= Problem description =
Your answer should be every line below that includes the word "bottom".

Entries taken from a collection
◇ ◇ ◇ ◇ ◇ ◇ ◇
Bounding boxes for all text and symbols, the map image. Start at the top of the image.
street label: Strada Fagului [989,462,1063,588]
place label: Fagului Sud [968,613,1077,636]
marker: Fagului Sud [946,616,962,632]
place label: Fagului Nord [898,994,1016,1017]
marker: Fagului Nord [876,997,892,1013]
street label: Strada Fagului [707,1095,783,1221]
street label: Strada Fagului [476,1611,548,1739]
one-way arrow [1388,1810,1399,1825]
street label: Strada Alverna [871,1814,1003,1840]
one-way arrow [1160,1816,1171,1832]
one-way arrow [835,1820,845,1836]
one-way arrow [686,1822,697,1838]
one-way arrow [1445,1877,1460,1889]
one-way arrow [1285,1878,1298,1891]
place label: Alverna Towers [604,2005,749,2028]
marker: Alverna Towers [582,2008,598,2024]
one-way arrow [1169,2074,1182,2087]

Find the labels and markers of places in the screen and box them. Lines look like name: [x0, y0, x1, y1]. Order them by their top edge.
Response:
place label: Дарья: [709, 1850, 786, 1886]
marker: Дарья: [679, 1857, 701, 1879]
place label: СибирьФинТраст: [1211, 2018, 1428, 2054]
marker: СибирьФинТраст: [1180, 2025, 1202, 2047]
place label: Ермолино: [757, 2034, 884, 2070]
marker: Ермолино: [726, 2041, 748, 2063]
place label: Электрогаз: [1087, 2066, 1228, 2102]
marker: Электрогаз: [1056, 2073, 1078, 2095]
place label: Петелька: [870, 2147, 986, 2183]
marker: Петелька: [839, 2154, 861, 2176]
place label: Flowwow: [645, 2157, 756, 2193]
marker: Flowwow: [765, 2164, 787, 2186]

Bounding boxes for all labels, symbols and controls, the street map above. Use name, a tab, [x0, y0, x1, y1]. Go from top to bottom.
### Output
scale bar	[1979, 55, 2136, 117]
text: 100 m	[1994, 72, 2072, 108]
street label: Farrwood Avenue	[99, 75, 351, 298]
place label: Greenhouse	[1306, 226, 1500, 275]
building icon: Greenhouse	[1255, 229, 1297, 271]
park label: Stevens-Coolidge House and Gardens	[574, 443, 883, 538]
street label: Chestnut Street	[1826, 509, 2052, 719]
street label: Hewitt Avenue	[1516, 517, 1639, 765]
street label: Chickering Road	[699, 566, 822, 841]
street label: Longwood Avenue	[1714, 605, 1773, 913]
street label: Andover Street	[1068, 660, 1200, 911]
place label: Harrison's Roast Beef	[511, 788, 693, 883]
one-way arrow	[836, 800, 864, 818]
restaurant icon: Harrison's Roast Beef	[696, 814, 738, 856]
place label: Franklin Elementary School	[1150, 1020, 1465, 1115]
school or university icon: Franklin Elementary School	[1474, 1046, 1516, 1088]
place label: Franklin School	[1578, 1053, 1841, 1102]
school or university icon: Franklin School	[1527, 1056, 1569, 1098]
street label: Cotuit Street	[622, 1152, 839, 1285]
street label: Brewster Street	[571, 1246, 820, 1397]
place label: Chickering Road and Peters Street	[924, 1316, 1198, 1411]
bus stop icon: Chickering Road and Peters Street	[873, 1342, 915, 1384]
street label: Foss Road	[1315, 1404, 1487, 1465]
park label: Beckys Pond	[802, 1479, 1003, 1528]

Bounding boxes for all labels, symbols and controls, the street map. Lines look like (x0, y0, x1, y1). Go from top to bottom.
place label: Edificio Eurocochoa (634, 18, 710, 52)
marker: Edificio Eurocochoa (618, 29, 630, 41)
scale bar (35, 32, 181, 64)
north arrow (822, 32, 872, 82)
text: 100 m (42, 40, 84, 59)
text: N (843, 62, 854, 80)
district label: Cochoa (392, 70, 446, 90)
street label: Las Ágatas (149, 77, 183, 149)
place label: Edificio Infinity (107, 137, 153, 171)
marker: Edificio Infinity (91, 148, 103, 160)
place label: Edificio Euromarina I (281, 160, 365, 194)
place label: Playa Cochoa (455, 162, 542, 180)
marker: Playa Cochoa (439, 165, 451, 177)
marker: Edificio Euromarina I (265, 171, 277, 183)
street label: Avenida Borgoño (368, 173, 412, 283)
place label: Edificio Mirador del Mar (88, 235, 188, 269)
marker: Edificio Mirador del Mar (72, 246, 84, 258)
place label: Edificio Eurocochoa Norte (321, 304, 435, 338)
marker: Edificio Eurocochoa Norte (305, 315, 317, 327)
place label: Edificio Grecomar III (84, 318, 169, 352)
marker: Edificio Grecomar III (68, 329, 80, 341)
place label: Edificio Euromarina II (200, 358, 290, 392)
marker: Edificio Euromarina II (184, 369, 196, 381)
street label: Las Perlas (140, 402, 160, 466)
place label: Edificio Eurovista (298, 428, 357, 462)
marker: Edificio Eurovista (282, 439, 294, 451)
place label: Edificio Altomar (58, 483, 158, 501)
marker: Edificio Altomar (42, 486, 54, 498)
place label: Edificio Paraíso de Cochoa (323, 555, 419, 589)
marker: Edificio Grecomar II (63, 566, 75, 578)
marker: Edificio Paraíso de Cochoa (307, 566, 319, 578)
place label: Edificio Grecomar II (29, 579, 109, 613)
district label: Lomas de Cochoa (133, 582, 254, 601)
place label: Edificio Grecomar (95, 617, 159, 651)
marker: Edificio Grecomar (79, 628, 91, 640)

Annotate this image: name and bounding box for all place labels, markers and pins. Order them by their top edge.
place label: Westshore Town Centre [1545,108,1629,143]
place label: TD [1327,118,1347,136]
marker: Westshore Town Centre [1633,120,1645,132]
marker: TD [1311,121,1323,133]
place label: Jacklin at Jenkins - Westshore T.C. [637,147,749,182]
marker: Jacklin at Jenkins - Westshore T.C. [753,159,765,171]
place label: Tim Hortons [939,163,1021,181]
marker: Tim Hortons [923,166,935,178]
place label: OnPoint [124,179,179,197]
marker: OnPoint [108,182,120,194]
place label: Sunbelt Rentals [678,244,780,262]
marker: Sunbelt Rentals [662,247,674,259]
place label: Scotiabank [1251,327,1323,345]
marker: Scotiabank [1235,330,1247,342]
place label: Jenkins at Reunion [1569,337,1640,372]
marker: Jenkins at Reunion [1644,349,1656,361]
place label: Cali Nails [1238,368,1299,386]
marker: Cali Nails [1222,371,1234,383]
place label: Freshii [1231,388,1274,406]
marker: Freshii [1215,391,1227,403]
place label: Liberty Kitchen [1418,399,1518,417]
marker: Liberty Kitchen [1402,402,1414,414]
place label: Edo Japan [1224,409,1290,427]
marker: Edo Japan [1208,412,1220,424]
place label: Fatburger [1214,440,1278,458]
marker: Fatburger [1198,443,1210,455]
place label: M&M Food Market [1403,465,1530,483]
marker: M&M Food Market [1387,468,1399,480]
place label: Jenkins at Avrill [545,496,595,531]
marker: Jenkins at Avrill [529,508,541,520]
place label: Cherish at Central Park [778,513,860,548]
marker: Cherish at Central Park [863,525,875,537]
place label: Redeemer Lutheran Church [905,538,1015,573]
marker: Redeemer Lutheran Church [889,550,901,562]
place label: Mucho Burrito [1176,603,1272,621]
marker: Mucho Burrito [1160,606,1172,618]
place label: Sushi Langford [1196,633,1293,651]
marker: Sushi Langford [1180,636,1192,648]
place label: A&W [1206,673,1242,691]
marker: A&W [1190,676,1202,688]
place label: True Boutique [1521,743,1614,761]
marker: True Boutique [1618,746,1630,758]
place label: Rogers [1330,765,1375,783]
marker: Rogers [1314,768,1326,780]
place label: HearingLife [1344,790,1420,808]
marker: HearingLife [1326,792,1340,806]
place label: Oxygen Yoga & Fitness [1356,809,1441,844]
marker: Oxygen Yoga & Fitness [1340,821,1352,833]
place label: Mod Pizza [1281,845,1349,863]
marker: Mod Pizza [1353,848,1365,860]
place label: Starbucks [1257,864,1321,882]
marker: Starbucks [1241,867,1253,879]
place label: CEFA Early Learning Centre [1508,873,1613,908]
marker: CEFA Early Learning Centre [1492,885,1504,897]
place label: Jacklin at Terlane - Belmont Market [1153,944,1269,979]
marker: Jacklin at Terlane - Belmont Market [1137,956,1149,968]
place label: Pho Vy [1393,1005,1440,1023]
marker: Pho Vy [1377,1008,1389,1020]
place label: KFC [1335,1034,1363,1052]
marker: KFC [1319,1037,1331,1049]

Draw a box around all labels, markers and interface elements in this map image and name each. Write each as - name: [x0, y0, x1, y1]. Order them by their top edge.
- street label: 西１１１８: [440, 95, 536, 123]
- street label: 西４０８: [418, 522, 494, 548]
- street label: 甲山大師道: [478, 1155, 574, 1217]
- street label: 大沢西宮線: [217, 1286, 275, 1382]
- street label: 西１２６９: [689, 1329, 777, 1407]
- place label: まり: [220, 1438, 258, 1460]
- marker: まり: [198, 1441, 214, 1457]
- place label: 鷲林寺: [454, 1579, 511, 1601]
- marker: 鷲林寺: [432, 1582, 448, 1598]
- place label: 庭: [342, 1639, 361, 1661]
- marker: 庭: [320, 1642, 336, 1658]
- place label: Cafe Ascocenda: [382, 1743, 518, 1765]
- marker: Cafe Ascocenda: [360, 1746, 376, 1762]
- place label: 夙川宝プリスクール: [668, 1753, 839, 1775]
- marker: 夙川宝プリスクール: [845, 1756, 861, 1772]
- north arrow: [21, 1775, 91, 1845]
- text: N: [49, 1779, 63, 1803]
◇ ◇ ◇ ◇ ◇ ◇ ◇
= Result for this exercise =
Bounding boxes for all labels, symbols and controls, the street map above. Use name, a tab, [x0, y0, x1, y1]. Go from top to bottom.
Bounding boxes for all labels, symbols and controls, the street map. Lines look like (x0, y0, x1, y1). Go from top to bottom.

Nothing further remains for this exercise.